Da Raphael noch keinen Rückflug gebucht hatte, übernachteten wir heute bei seiner Großmutter, die ich – wie er – Nonna nennen sollte. Nonna hatte mich – wie Raphaels Mutter auch – mit offenen Armen empfangen und mich für eine ganze Weile vergessen lassen, dass ich Raphael noch etwas sagen wollte.

Doch es hatte sich bis jetzt einfach nicht ergeben, da der Zustand seines Großvaters meiner Meinung nach wichtiger gewesen war, und ich wusste, dass er sich wahnsinnig aufregen würde.

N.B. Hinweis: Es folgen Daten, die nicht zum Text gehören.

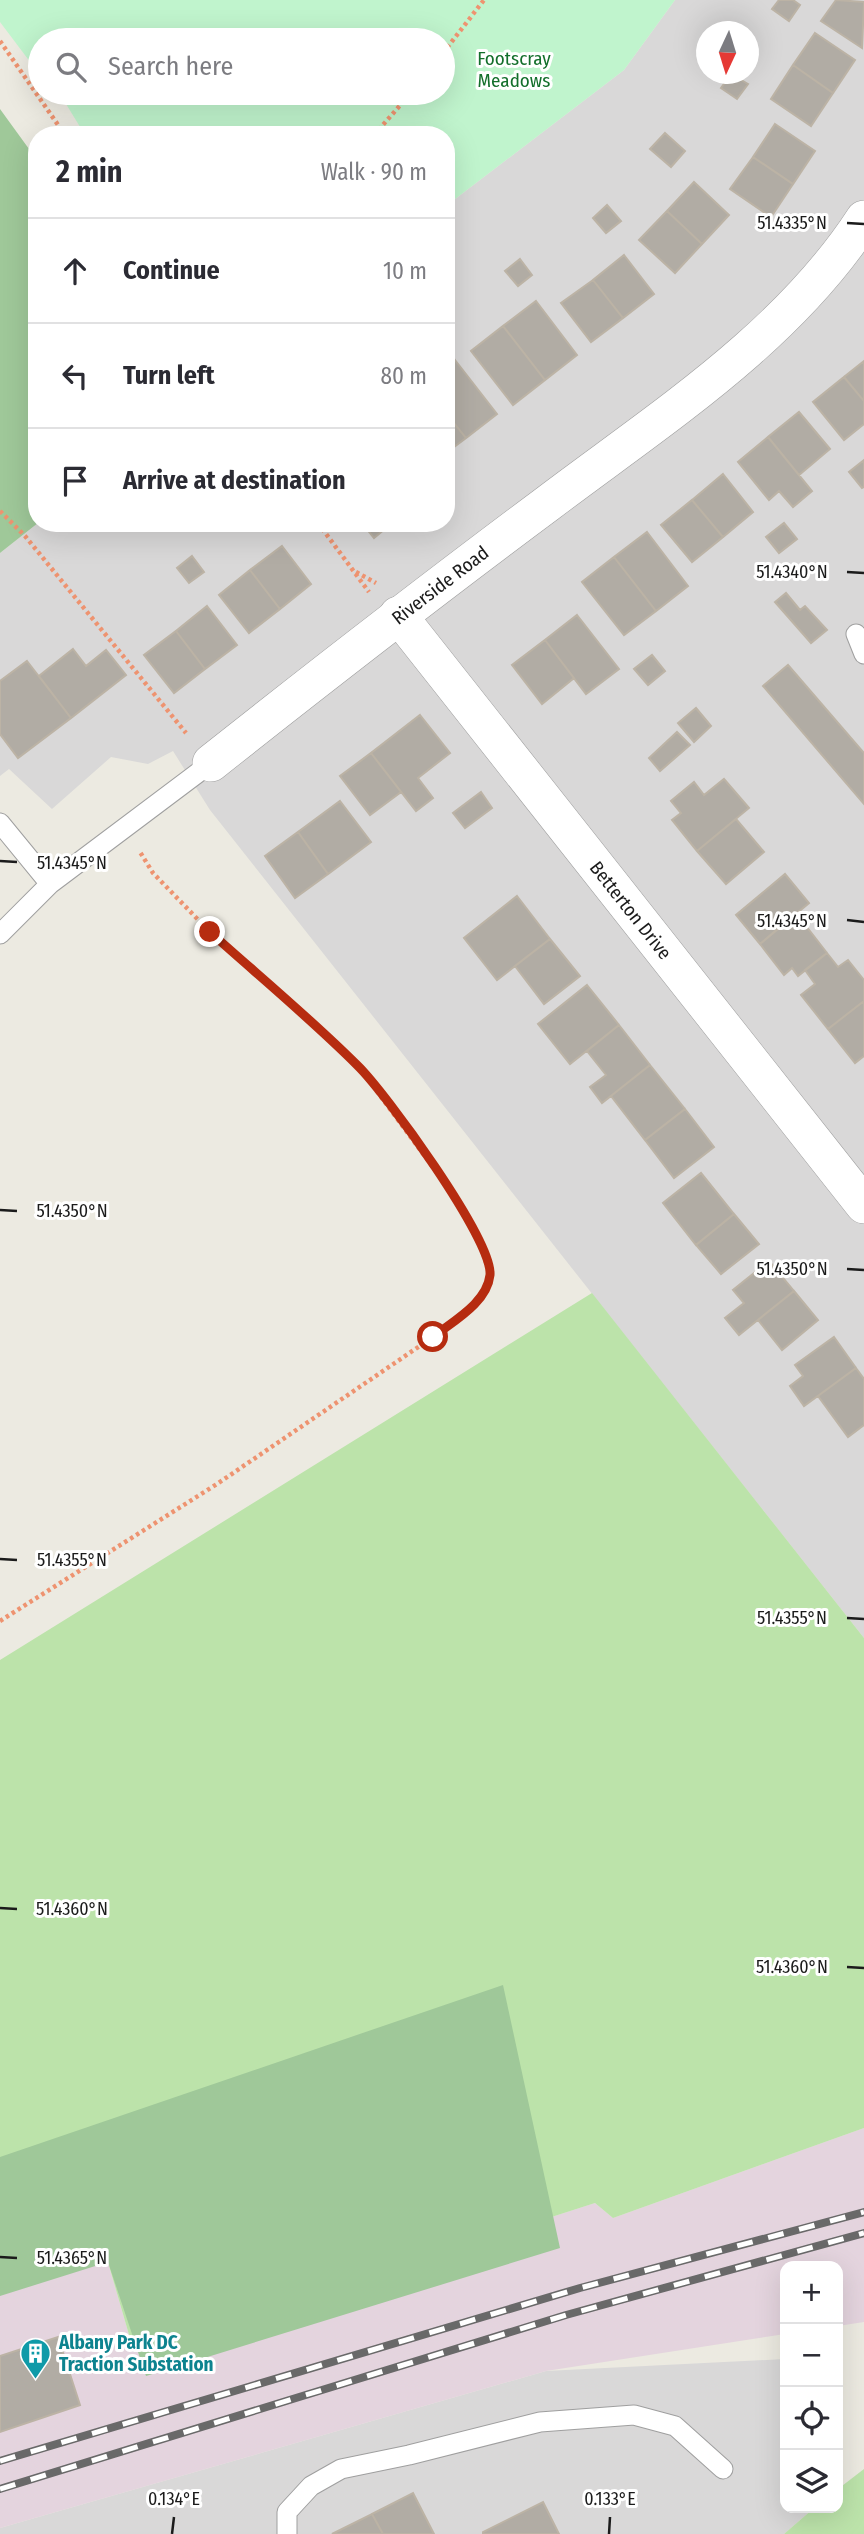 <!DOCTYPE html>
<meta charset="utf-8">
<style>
body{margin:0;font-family:"Fira Sans Condensed",sans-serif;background:#f2f2f3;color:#2b2b33}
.controls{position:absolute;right:21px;bottom:21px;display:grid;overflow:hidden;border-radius:14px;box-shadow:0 7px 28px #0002}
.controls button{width:63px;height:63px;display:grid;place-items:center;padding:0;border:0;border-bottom:2px solid #e1e1e2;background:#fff;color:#2b2b33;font:35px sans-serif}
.compass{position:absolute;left:696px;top:21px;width:63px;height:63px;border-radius:50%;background:#fff;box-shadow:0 7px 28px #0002;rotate:184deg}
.stop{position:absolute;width:21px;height:21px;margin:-16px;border:5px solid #b62c10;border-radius:50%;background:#fff}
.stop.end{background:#b62c10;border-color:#fff;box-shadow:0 2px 7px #0008}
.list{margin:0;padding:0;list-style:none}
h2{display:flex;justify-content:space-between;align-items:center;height:91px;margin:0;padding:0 28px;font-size:30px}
h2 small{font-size:23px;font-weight:400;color:#7c7c81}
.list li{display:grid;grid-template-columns:46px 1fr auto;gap:21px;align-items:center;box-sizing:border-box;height:105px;padding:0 28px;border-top:2px solid #e1e1e2}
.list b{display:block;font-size:26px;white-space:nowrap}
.list em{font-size:23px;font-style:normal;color:#7c7c81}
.icon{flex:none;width:38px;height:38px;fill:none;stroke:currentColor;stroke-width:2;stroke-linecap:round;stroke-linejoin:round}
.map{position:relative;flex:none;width:864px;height:2534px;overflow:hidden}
.search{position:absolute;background:#fff;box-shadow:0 7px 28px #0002;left:28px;top:28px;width:427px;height:77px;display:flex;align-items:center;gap:18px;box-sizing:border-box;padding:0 24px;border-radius:38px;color:#7c7c81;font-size:26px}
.panel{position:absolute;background:#fff;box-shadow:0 7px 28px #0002;left:28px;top:126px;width:427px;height:406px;border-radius:28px}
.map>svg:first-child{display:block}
</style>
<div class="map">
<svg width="864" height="2534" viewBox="0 0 864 2534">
<rect width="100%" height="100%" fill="#eceae1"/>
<path fill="#d9d8d8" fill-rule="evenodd" d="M675,0H864V1638L210,810L173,751L148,764L111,757L52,809L9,769L0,776V553L38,523H446V206L624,70ZM706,32H748V74H706Z
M785,2359V2508H814L784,2534H0V2528L546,2371Z"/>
<path fill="#e4d4de" d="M864,2128V2322L838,2326V2266H785V2334L546,2371L0,2528V2238L92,2207L134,2352L595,2203L613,2218Z"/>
<path fill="#bce3aa" d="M592,1293L864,1638V2128L613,2218L595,2203L134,2352L92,2207L0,2238V1660Z
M864,2469V2534H784L814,2508H838V2489Z"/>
<path fill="#9fc899" d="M0,109L37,160L38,523L0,553Z
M503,1985L560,2248L146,2376L108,2262L0,2296V2157Z"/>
<path fill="#c0f4cd" d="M0,0H675L624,70L446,206V135H85L66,104L54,93H443V40H40V75L0,22Z"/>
<path fill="#b1aca4" stroke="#bcb3a5" stroke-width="2" d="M779,0H793L800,5L789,21L772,9Z
M836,0L864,2L862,48L821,21Z
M815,33L855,60L833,93L793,65Z
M793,65L833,93L811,126L771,99Z
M731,74L748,84L737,99L721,88Z
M775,124L815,151L793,184L753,157Z
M665,133L685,151L671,167L650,149Z
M753,157L793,184L771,217L730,189Z
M694,182L729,215L702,244L667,211Z
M607,205L621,221L606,233L593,218Z
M667,211L702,244L675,273L639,240Z
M624,255L654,294L623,318L593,280Z
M520,259L532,275L518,286L505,271Z
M593,280L623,318L591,342L561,303Z
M536,301L577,355L545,380L503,326Z
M503,326L545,380L513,405L471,351Z
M455,360L497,414L466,438L446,413V367Z
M864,361V401L844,377Z
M844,377L864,401V424L844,440L813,402Z
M799,412L830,449L799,475L768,437Z
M446,413L466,438L446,453Z
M768,437L812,491L793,507L779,491L769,500L738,462Z
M864,460V487L862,488L849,472Z
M723,474L753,512L723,537L692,500Z
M692,500L723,537L692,562L661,525Z
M362,523H392L374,538Z
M784,523L797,539L779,553L766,537Z
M647,532L688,586L656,611L614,557Z
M282,546L311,584L280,609L250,570Z
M192,556L204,572L189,583L177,568Z
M614,557L656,611L624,635L582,582Z
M250,570L280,609L249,633L219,595Z
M786,593L800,610L805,606L827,630L811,643L775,602Z
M207,606L237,645L205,669L176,631Z
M577,615L619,669L586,694L545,640Z
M176,631L205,669L174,693L144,655Z
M545,640L574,678L542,704L512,665Z
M73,649L86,666L106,650L126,675L71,718L39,676Z
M652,655L665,671L648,685L634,669Z
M27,661L71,718L18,758L0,734V681Z
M788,665L864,753V804L763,686Z
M696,708L711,726L694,742L678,723Z
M420,715L450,753L418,778L433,798L416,811L371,753Z
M677,732L690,745L660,771L649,758Z
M371,753L401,792L370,815L340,776Z
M724,779L749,808L697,851L672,820L681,813L671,801L694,782L704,795Z
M481,792L492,808L465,828L453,813Z
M340,801L371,842L328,874L298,832Z
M736,819L764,852L726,884L697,851Z
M298,832L328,874L295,898L265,856Z
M785,874L809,903L760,944L736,915Z
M517,896L550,939L497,980L464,938Z
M796,913L827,953L798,976L792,968L784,975L760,944Z
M550,939L580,976L544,1004L515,966Z
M827,953L838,967L848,960L864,980V1001L828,1029L801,995L815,984L805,970Z
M587,985L619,1025L570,1064L538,1024Z
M864,1001V1056L855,1063L828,1029Z
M619,1025L650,1065L602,1103L590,1087L606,1075L587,1051Z
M650,1065L685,1109L645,1140L611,1096Z
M685,1109L714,1147L674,1178L645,1140Z
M701,1173L734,1214L696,1245L663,1203Z
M734,1214L759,1244L721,1274L696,1245Z
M769,1261L794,1291L739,1335L725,1318L744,1303L733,1290Z
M794,1291L818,1320L782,1350L758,1320Z
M834,1337L856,1368L804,1406L790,1386L803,1376L795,1365Z
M856,1368L864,1379V1425L848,1437L818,1396Z
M58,2337L80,2405L0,2432V2356Z
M413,2493L434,2534H383L372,2514Z
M543,2502L559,2534H483V2532Z
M372,2514L383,2534H332Z"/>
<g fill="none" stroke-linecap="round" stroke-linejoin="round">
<defs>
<path id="service" d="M856,634L864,654
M0,823L50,884
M0,934L50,884L211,763
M287,2534V2512L311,2486L341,2469L409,2455L540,2422L634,2415L675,2426L723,2469"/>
<g id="minor">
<path id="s1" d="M398,615L864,1205"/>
<path id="s2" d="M211,763C322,675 433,589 547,504C659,419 786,339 864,219"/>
</g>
</defs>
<use href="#service" stroke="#9f9f9f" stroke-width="21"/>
<use href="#minor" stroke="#9f9f9f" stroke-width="38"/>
<path stroke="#ee9370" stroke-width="4.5" stroke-dasharray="3.5 3.5" stroke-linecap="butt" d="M0,41L65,135
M443,53L484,0
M374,135L411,93
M0,511L25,536L186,733
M318,523L369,592
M356,572L376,583
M0,1621L217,1484L433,1337L481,1298L490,1274L478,1239L452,1193L359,1067L210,932L153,873L140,852"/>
<use href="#service" stroke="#fff" stroke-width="19"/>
<use href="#minor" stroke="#fff" stroke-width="37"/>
<defs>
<path id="rail" d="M0,2461L580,2288L864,2212
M0,2489L566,2315L864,2233"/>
</defs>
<use href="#rail" stroke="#696969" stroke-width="8"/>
<use href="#rail" stroke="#fff" stroke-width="5" stroke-dasharray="16" stroke-linecap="butt"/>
</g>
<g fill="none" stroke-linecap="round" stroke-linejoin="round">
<path stroke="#b62c10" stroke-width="9" d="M210,932C259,976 310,1018 357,1065C385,1092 493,1240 490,1275C487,1303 453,1321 433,1337"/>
</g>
<path fill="none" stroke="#1b1b1b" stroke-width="2.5" d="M847,223L864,224M847,572L864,573M0,861L17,862M847,920L864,922M0,1210L17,1211M847,1269L864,1270M0,1559L17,1560M847,1618L864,1619M0,1908L17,1909M847,1967L864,1968M0,2257L17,2258M172,2534L174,2517M609,2534L610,2517"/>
<defs>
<symbol id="building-pin" viewBox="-11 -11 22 30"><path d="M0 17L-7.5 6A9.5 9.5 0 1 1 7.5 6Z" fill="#0f9aa8" stroke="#fff"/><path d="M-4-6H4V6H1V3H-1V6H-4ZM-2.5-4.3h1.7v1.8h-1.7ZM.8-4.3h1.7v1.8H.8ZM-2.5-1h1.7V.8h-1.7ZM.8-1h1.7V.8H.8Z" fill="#fff"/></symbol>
</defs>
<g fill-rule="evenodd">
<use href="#building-pin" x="18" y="2336" width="35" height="47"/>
</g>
<g text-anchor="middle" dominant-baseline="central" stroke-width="6" stroke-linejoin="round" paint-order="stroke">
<g font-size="19" fill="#136f2b" stroke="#fff">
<text x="514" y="58">Footscray<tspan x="514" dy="22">Meadows</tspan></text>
</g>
<g font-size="19" fill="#1b1b1b" stroke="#fff">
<text stroke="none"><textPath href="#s2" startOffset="290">Riverside Road</textPath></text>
<text stroke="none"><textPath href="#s1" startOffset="376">Betterton Drive</textPath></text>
</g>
<g font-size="19" font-weight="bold" fill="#0d838f" stroke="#fff" text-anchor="start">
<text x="59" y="2342">Albany Park DC<tspan x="59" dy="22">Traction Substation</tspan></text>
</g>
</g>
<g font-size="18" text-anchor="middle" fill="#1b1b1b" stroke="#fff" stroke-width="6" stroke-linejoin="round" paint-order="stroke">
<text x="792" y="229">51.4335°N</text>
<text x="792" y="578">51.4340°N</text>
<text x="72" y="869">51.4345°N</text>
<text x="792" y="927">51.4345°N</text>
<text x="72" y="1217">51.4350°N</text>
<text x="792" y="1275">51.4350°N</text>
<text x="72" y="1566">51.4355°N</text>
<text x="792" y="1624">51.4355°N</text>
<text x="72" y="1915">51.4360°N</text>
<text x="792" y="1973">51.4360°N</text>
<text x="72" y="2264">51.4365°N</text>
<text x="174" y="2505">0.134°E</text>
<text x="610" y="2505">0.133°E</text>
</g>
</svg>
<div class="controls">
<button>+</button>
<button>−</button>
<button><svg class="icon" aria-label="locate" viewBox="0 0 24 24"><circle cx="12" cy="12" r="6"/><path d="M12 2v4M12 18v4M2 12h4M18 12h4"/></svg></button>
<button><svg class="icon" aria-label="layers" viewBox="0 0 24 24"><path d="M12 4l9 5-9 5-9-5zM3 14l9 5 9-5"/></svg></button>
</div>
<svg class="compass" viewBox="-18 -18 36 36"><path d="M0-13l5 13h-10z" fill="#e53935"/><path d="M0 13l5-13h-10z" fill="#7c7c81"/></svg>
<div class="stop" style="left:433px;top:1337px"></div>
<div class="stop end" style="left:210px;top:932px"></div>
<div class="search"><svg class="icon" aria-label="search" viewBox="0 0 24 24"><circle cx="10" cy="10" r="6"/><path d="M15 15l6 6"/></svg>Search here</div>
<section class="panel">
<h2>2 min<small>Walk · 90 m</small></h2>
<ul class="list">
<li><svg class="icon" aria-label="ahead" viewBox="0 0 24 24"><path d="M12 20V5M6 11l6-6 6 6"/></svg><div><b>Continue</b></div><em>10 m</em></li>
<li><svg class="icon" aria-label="left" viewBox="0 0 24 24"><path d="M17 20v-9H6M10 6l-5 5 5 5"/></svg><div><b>Turn left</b></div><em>80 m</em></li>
<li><svg class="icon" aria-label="arrive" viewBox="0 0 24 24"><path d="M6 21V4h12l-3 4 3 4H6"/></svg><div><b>Arrive at destination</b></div></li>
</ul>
</section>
</div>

Ich hatte mich den gesamten gestrigen Tag vor Raphael versteckt, um erst einmal selbst mit diesem nächsten Schlag ins Gesicht klarzukommen. Momentan war das, was um mich herum passierte, einfach sehr viel.

Ich ließ meinen Blick kurz durch die kleine, altmodische Küche schweifen. An den kleinen, doppelseitigen Fenstern hingen alte Gardinen, in einer Nische stand die kleine Küchenzeile. Um einen eckigen Tisch aus Holz herum standen zwei Stühle und eine alte, an die Wand gestellte Eckbank. Auf der gegenüberliegenden Seite stand eine hohe Kommode mit einer Vase frischer Blumen, und ein schmaler, weißer Kühlschrank. Alle Möbel waren bereits in die Jahre gekommen, doch sie schafften ein uriges Ambiente und ich fühlte mich hier sehr wohl.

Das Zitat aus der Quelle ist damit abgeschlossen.